Extracting Content from Binary Files

Overview

eXist-db excels at querying, indexing, and manipulating XML files. The Content Extraction module extends eXist-db's XML abilities to binary files. The module contains functions for extracting the content of the binary files, and returning the content as XML. In this form, the content can then be queried, indexed, and manipulated. This module is built on the Apache Tika library. Tika understands a large variety of formats, ranging from PDF documents to spreadsheets and image metadata.

Enabling the Content Extraction Module

To enable the content extraction module, edit EXIST_HOME/extensions/build.properties and set the include.feature.contentextraction property to true:

# Binary Content and Metadata Extraction Module
include.feature.contentextraction = true

Next, call build.sh/build.bat from eXist's top directory to build the module. You should see in the output how the various libraries from the Tika project are downloaded and installed.

Usage

To import the module use an import statement as follows:

import module namespace content="http://exist-db.org/xquery/contentextraction"
    at "java:org.exist.contentextraction.xquery.ContentExtractionModule";

The module provides three functions:

content:get-metadata($binary as xs:base64Binary) as document-node()
content:get-metadata-and-content($binary as xs:base64Binary) as document-node()
content:stream-content($binary as xs:base64Binary, $paths as xs:string*, $callback as function, $namespaces as element()?, $userData as item()*) as empty()

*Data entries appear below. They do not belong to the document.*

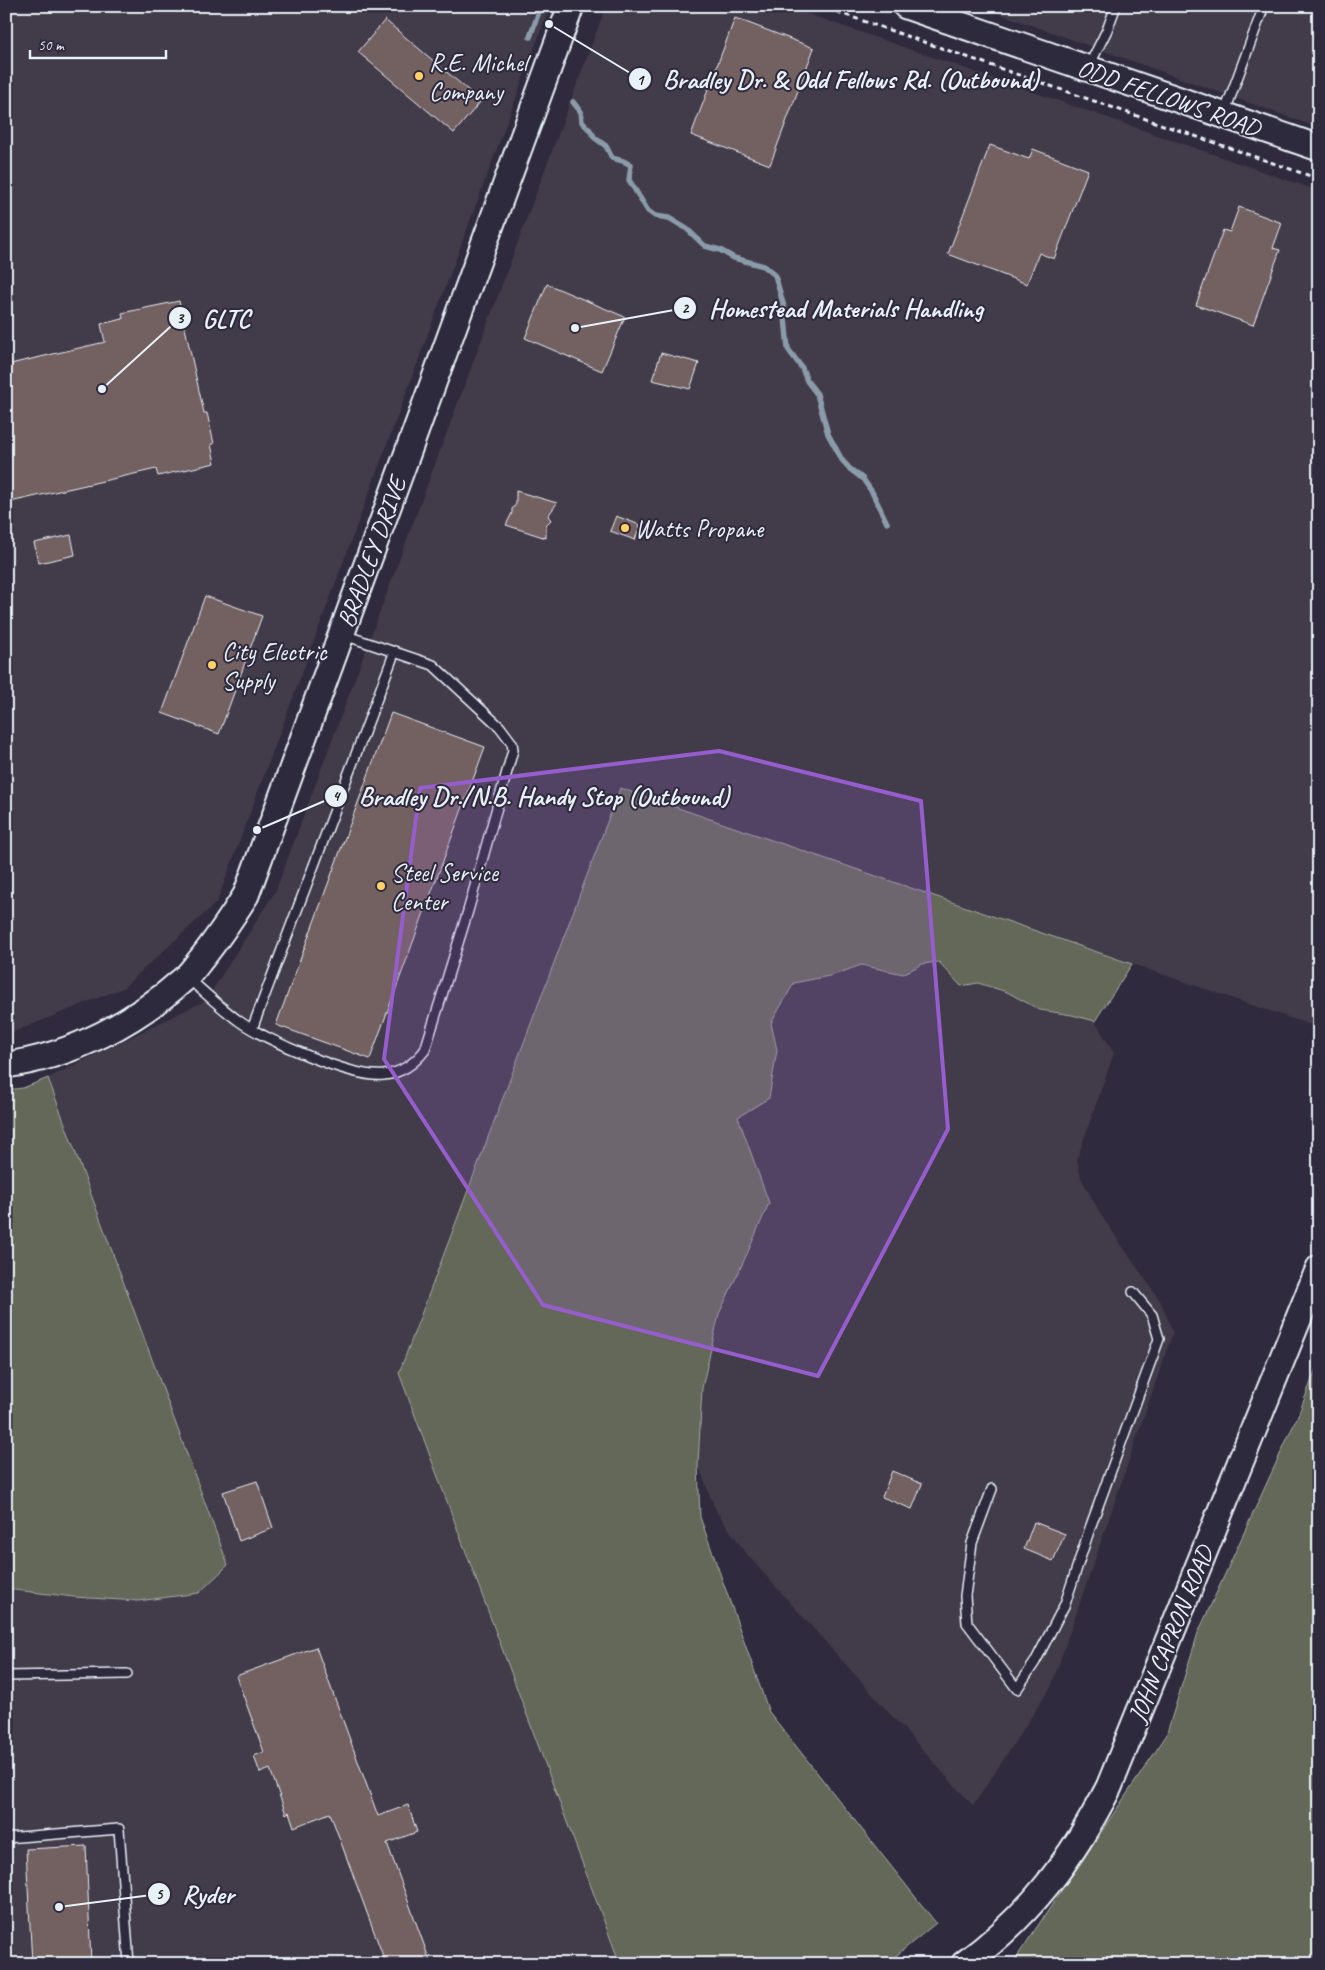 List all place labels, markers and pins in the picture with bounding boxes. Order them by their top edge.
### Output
place label: R.E. Michel Company [429,47,532,108]
callout: Bradley Dr. & Odd Fellows Rd. (Outbound) [628,59,1049,100]
marker: R.E. Michel Company [413,70,425,82]
callout: Homestead Materials Handling [673,287,994,328]
callout: GLTC [167,298,260,339]
place label: Watts Propane [635,513,765,545]
marker: Watts Propane [619,522,631,534]
place label: City Electric Supply [222,636,328,697]
marker: City Electric Supply [206,659,218,671]
callout: Bradley Dr./N.B. Handy Stop (Outbound) [323,775,739,816]
place label: Steel Service Center [391,857,500,918]
marker: Steel Service Center [375,880,387,892]
callout: Ryder [147,1873,243,1914]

The first two functions need little explanation: get-metadata just returns some metadata extracted from the resource, while get-metadata-and-content will also provide the text body of the resource—if there is any. The third function is a streaming variant of the other two and is used to process larger resources, whose content may not fit into memory.

All functions produce XHTML. The metadata will be contained in the HTML head, the contents go into the body. The structure of the body HTML varies depending on the media type of the binary file. For example, the HTML resulting from a PDF is a sequence of divs (one per page), but that of a word processing document is more often a sequence of paragraphs.

Storage and Indexing Strategies

While you could decide to just store the HTML returned by the content extraction functions as an XML resource into the database, this may not be efficient for certain applications. For example, a document search applications may not need to retain the extracted HTML.

In such cases the ft:index() function from the full text indexing module can be useful. This function allows users to associate a full text index with any database resource, be it binary or XML. The index will be linked to the resource, meaning that the same permissions apply; if the resource is deleted, the index will be removed as well.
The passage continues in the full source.